But this switch isn’t exactly neat. When Adam goes to visit Hannah at work, the two run into Natalia, Adam’s ex, whom he sexually humiliated and dumped in season two, earning him the description “off-the-wagon, Neanderthal, sex-addict sociopath who’s going to fuck you like he’s never met you,” which Natalia spews out in front of a terrified Hannah, who knows Natalia is right about Adam but loves him anyway. “Though Hannah and Adam love each other, they are up against things,” Dunham said. “We didn’t want it to seem that easy to shed all your demons and enter into your old relationship again.”

In episode two, Hannah, Adam, and Shoshanna go on a road trip to pick up Jessa after she is kicked out of rehab for bad behavior. Now that he’s in a relationship with Hannah, expect to see a lot more of Adam in the season to come. He shuts down the idea for the three to play the classic teen game “Truth or Dare” (also the episode’s title), from an overeager Shoshanna, who is revealed to be totally oblivious to her former roommate Jessa’s drug problems.

Broken up with Ray, Shoshanna has entered a “sexually adventurous” phase. A post-breakup Marnie supports Shosh’s new lifestyle: “I think it’s really smart. If you can avoid love and feelings and matters of the heart and soul, you will be so much better off.” Sure enough, Adam is the one to remind Marnie of who she once was: “That’s the saddest thing I’ve ever heard.” Adam’s emotional stability makes him a role model for each of the girls, not just Hannah—and it doesn’t hurt that he’s the only one old enough to rent a car for the trip.

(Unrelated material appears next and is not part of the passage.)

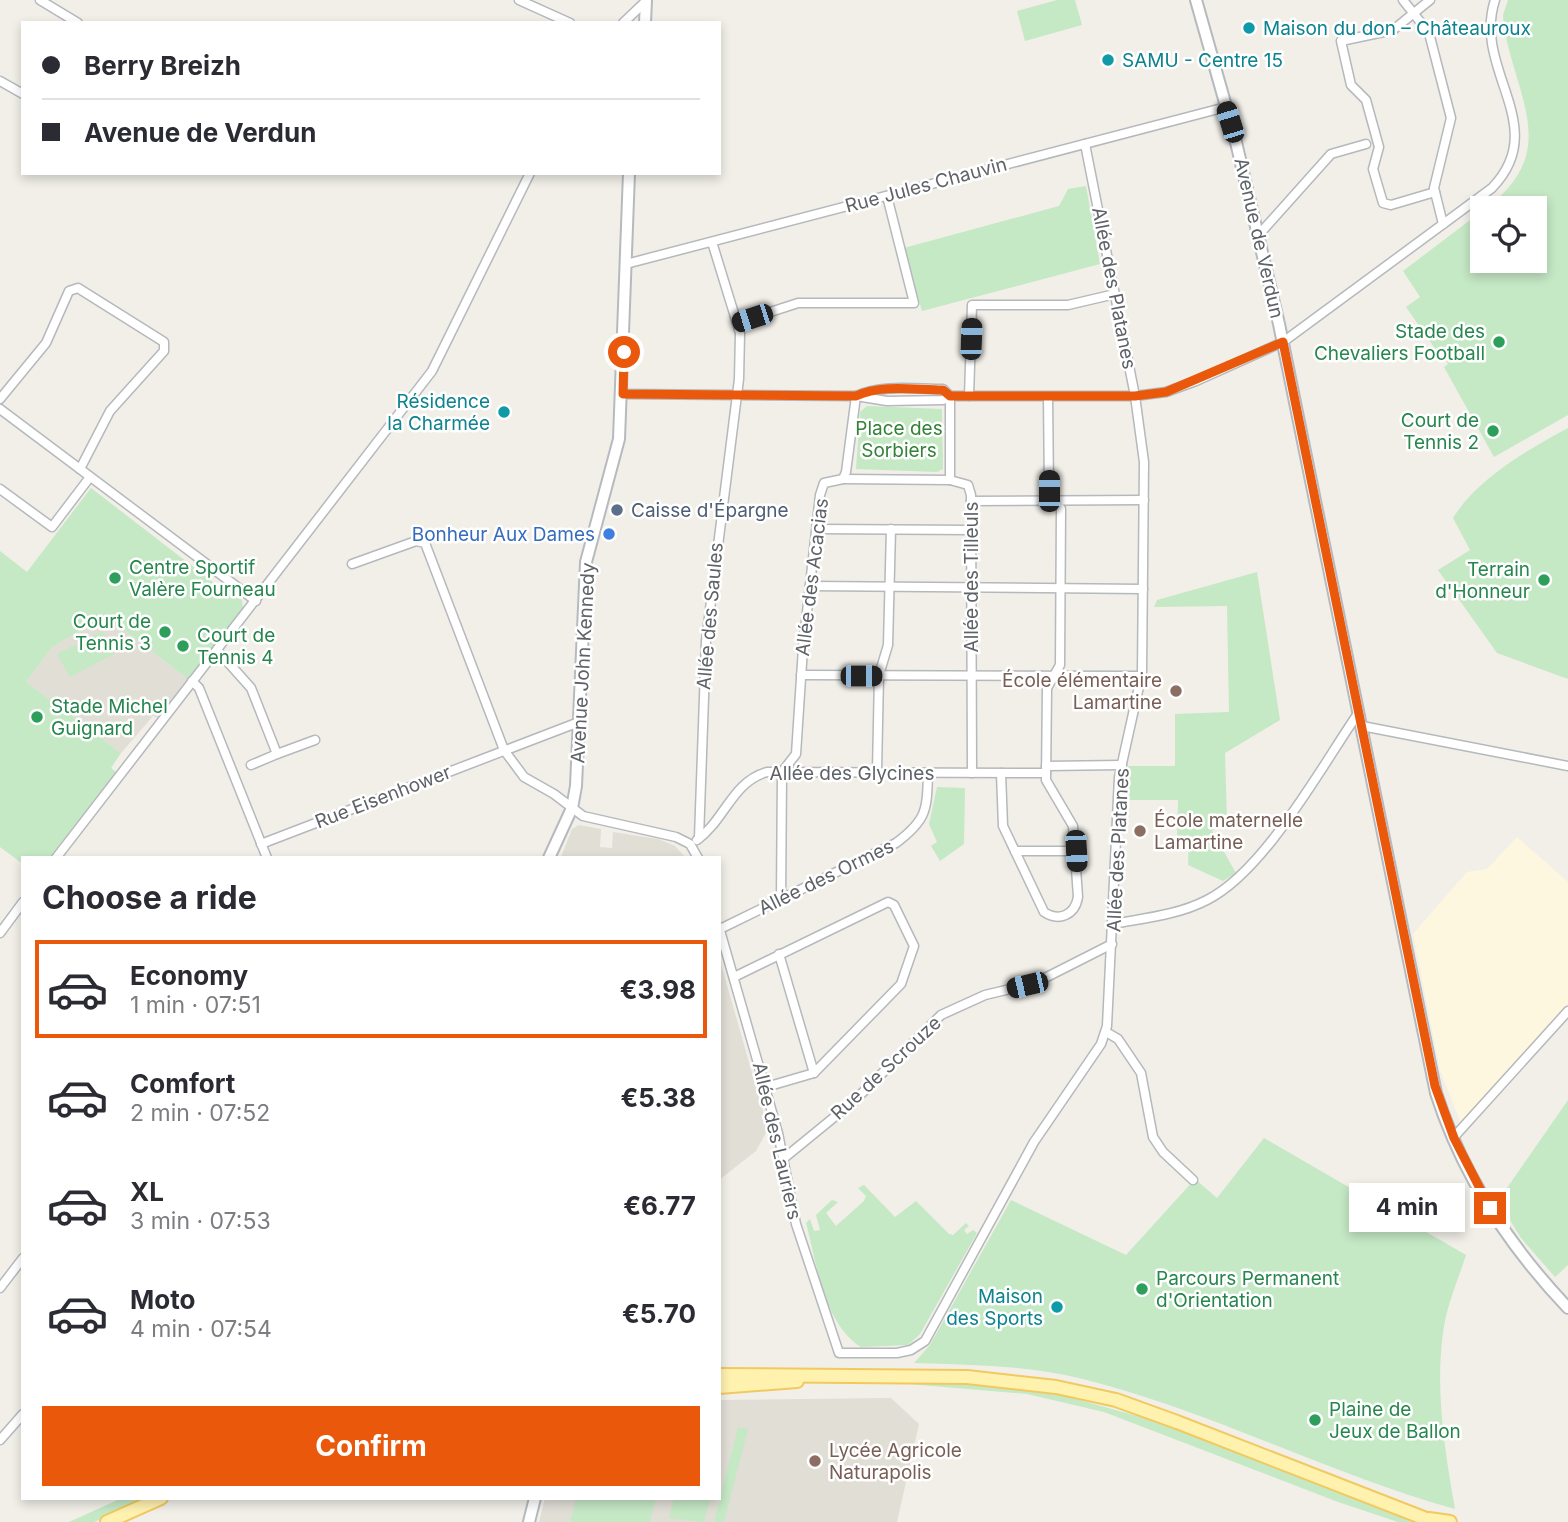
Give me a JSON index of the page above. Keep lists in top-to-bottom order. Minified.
{"streets":{"main road":["Avenue de Verdun","Avenue John Kennedy"],"street":["Rue Jules Chauvin","Allée des Platanes","Allée des Acacias","Allée des Tilleuls","Allée des Saules","Allée des Glycines","Rue Eisenhower","Allée des Ormes","Rue de Scrouze","Allée des Lauriers"]},"crossings":[["Rue Jules Chauvin","Avenue de Verdun"],["Rue Jules Chauvin","Allée des Platanes"],["Rue Jules Chauvin","Allée des Saules"],["Rue Jules Chauvin","Avenue John Kennedy"],["Allée des Platanes","Allée des Glycines"],["Allée des Platanes","Rue de Scrouze"],["Allée des Platanes","Allée des Lauriers"],["Allée des Acacias","Allée des Glycines"],["Allée des Tilleuls","Allée des Glycines"],["Allée des Saules","Allée des Glycines"],["Avenue John Kennedy","Rue Eisenhower"],["Allée des Glycines","Allée des Ormes"],["Rue de Scrouze","Allée des Lauriers"]],"parks":["Place des Sorbiers"],"places":["Maison du don – Châteauroux","SAMU - Centre 15","Stade des Chevaliers Football","Résidence la Charmée","Court de Tennis 2","Caisse d'Épargne","Bonheur Aux Dames","Centre Sportif Valère Fourneau","Terrain d'Honneur","Court de Tennis 3","Court de Tennis 4","École élémentaire Lamartine","Stade Michel Guignard","École maternelle Lamartine","Parcours Permanent d'Orientation","Maison des Sports","Plaine de Jeux de Ballon","Lycée Agricole Naturapolis"],"page":{"banner":["Berry Breizh","Avenue de Verdun"],"heading":"Choose a ride","list":[{"name":"Economy","note":"1 min · 07:51","value":"€3.98"},{"name":"Comfort","note":"2 min · 07:52","value":"€5.38"},{"name":"XL","note":"3 min · 07:53","value":"€6.77"},{"name":"Moto","note":"4 min · 07:54","value":"€5.70"}],"bubble":"4 min","buttons":"Confirm"}}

Told by Hannah on the road trip that he doesn’t understand the nature of female friendship, he responds tellingly. “You’re right, and I don’t want to if it involves ignoring all logic and being totally hysterical,” he says, noting as a former addict himself that it’s a bad idea to take someone out of rehab early. When Adam quips that he doesn’t dislike Hannah’s friends, but that he’s also “not interested in anything they have to say,” Hannah concedes, “I’m not interested in what any of them have to say! That’s not the point of friendship.” Yet with Jessa’s honesty in question, Marnie in shambles, and Shoshanna’s immaturity fully revealed, we are left to wonder if anything still holds the girls together.

In a rare move to expand Girls’ reach among its target 20-something audience, HBO has put episodes one and two of season three on YouTube, so you can at least start the series without subscribing to HBO GO. HBO has also just confirmed a fourth season (to come out early next year).